2 thoughts on “Ai Gigli di Nola ora tutti fanno gli anticamorristi, anche il Vescovo

  1. Che poi dov’è questa camorra? Tutti a gridare la camorra di qua, la camorra di là. Ma dove sta la camorra? La camorra non esiste. Che poi, se proprio lo volete sapere, io sono contrario a questa festa dei gigli come si svolge oggi. Troppo traffico, troppo rumore.

    [Beniamino “Benny” Depalma]

  2. Complimenti per questa cronaca in diretta della Festa dei Gigli. Siete riusciti a creare una voce nuova e libera, che non teme nulla. Un blog appena nato ha scoperchiato una enormità di malaffare che si nasconde dietro i riti e la santità della chiesa. Bravi, bravi, bravi. Se poi si considera che la grande stampa ha dovuto copiare la vostra inchiesta, i meriti vostri si raddoppiano. Se non ci foste stati voi, non avremmo saputo nulla di questa festa cavalcata dal malaffare e dalla sottocultura. Io però sapevo tutto, vivo a Milano, ma sono di Nola e che quella fosse la festa ufficiale della camorra lo so da sempre, me lo diceva mio padre e lo sanno anche al Nord.
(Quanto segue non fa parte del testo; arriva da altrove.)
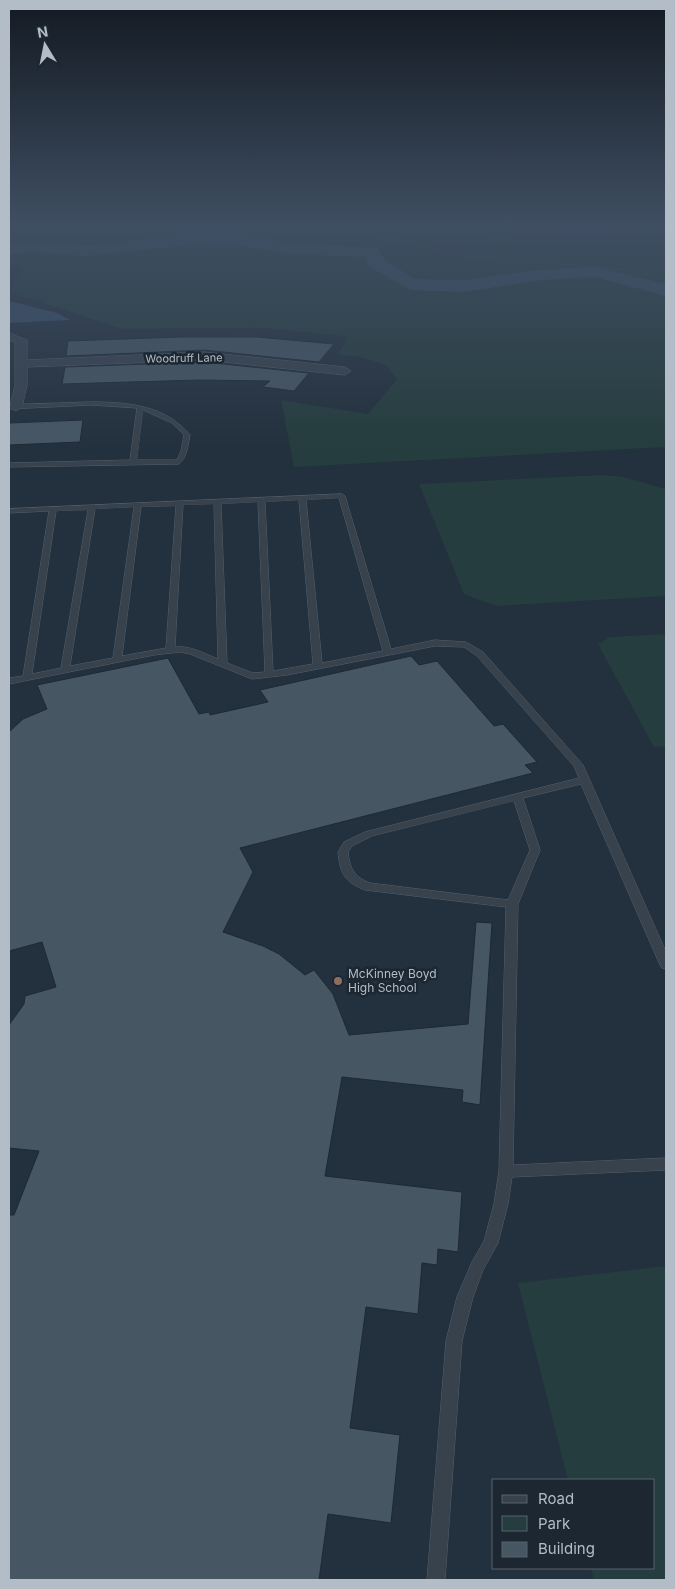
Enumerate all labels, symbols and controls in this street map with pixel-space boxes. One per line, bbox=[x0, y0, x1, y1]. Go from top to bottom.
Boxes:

Strano che i vescovi non vedano. Siamo davvero al paradosso. Vorrei poi dire un’altra cosa: il Corriere della Sera e Gian Antonio Stella, grande professionista, hanno citato il vostro blog. Com’è possibile che quel che resta del Mattino, che fu un grande giornale diretto in passato da direttori veri, vi saccheggi senza nemmeno una doverosa citazione?
    La Campania è davvero in agonia. Meno male che siete nati voi.